* _Problem description_
Write the records out once more, exactly as they are given.

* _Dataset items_

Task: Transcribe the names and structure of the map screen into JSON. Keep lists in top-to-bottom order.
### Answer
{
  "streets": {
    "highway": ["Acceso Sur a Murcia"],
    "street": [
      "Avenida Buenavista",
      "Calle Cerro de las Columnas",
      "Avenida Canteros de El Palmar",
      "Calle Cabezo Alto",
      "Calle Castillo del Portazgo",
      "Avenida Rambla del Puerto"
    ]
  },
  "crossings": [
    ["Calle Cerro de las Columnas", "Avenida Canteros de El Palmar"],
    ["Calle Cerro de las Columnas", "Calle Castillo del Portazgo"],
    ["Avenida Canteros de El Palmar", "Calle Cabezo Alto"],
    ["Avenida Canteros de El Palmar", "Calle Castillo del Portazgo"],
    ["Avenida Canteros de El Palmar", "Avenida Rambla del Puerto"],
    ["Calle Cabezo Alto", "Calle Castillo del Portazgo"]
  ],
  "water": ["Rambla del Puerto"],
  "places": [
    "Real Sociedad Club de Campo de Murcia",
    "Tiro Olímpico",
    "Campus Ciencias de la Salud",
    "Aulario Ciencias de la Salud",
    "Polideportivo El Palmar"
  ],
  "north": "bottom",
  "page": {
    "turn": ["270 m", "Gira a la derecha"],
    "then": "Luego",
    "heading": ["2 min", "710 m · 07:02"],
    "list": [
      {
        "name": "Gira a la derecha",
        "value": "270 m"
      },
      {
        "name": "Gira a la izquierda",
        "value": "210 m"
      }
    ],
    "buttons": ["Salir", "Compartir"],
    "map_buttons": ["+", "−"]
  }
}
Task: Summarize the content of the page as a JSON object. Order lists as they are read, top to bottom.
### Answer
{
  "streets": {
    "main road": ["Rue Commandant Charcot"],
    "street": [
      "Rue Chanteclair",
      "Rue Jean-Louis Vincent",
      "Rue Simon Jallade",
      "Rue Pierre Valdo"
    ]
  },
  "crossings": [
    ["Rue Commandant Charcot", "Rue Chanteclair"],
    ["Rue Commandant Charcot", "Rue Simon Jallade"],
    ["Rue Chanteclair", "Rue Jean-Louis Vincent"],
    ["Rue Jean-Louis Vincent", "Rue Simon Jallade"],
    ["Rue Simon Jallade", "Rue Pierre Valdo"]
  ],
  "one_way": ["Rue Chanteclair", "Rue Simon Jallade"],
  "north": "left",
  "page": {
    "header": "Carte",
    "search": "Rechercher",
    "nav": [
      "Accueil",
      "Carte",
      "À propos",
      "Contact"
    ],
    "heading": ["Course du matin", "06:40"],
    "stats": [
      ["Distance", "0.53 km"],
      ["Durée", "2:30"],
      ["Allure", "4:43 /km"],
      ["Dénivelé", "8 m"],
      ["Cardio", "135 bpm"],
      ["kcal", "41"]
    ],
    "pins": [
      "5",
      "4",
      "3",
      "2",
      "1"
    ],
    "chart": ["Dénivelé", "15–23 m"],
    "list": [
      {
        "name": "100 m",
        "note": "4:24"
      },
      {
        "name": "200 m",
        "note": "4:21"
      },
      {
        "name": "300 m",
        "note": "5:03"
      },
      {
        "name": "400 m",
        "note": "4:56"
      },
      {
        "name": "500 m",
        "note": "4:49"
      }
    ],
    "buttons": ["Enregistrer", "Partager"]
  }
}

* _Answer section_
Task: Transcribe the names and structure of the map screen into JSON. Keep lists in top-to-bottom order.
### Answer
{
  "streets": {
    "highway": ["Acceso Sur a Murcia"],
    "street": [
      "Avenida Buenavista",
      "Calle Cerro de las Columnas",
      "Avenida Canteros de El Palmar",
      "Calle Cabezo Alto",
      "Calle Castillo del Portazgo",
      "Avenida Rambla del Puerto"
    ]
  },
  "crossings": [
    ["Calle Cerro de las Columnas", "Avenida Canteros de El Palmar"],
    ["Calle Cerro de las Columnas", "Calle Castillo del Portazgo"],
    ["Avenida Canteros de El Palmar", "Calle Cabezo Alto"],
    ["Avenida Canteros de El Palmar", "Calle Castillo del Portazgo"],
    ["Avenida Canteros de El Palmar", "Avenida Rambla del Puerto"],
    ["Calle Cabezo Alto", "Calle Castillo del Portazgo"]
  ],
  "water": ["Rambla del Puerto"],
  "places": [
    "Real Sociedad Club de Campo de Murcia",
    "Tiro Olímpico",
    "Campus Ciencias de la Salud",
    "Aulario Ciencias de la Salud",
    "Polideportivo El Palmar"
  ],
  "north": "bottom",
  "page": {
    "turn": ["270 m", "Gira a la derecha"],
    "then": "Luego",
    "heading": ["2 min", "710 m · 07:02"],
    "list": [
      {
        "name": "Gira a la derecha",
        "value": "270 m"
      },
      {
        "name": "Gira a la izquierda",
        "value": "210 m"
      }
    ],
    "buttons": ["Salir", "Compartir"],
    "map_buttons": ["+", "−"]
  }
}
Task: Summarize the content of the page as a JSON object. Order lists as they are read, top to bottom.
### Answer
{
  "streets": {
    "main road": ["Rue Commandant Charcot"],
    "street": [
      "Rue Chanteclair",
      "Rue Jean-Louis Vincent",
      "Rue Simon Jallade",
      "Rue Pierre Valdo"
    ]
  },
  "crossings": [
    ["Rue Commandant Charcot", "Rue Chanteclair"],
    ["Rue Commandant Charcot", "Rue Simon Jallade"],
    ["Rue Chanteclair", "Rue Jean-Louis Vincent"],
    ["Rue Jean-Louis Vincent", "Rue Simon Jallade"],
    ["Rue Simon Jallade", "Rue Pierre Valdo"]
  ],
  "one_way": ["Rue Chanteclair", "Rue Simon Jallade"],
  "north": "left",
  "page": {
    "header": "Carte",
    "search": "Rechercher",
    "nav": [
      "Accueil",
      "Carte",
      "À propos",
      "Contact"
    ],
    "heading": ["Course du matin", "06:40"],
    "stats": [
      ["Distance", "0.53 km"],
      ["Durée", "2:30"],
      ["Allure", "4:43 /km"],
      ["Dénivelé", "8 m"],
      ["Cardio", "135 bpm"],
      ["kcal", "41"]
    ],
    "pins": [
      "5",
      "4",
      "3",
      "2",
      "1"
    ],
    "chart": ["Dénivelé", "15–23 m"],
    "list": [
      {
        "name": "100 m",
        "note": "4:24"
      },
      {
        "name": "200 m",
        "note": "4:21"
      },
      {
        "name": "300 m",
        "note": "5:03"
      },
      {
        "name": "400 m",
        "note": "4:56"
      },
      {
        "name": "500 m",
        "note": "4:49"
      }
    ],
    "buttons": ["Enregistrer", "Partager"]
  }
}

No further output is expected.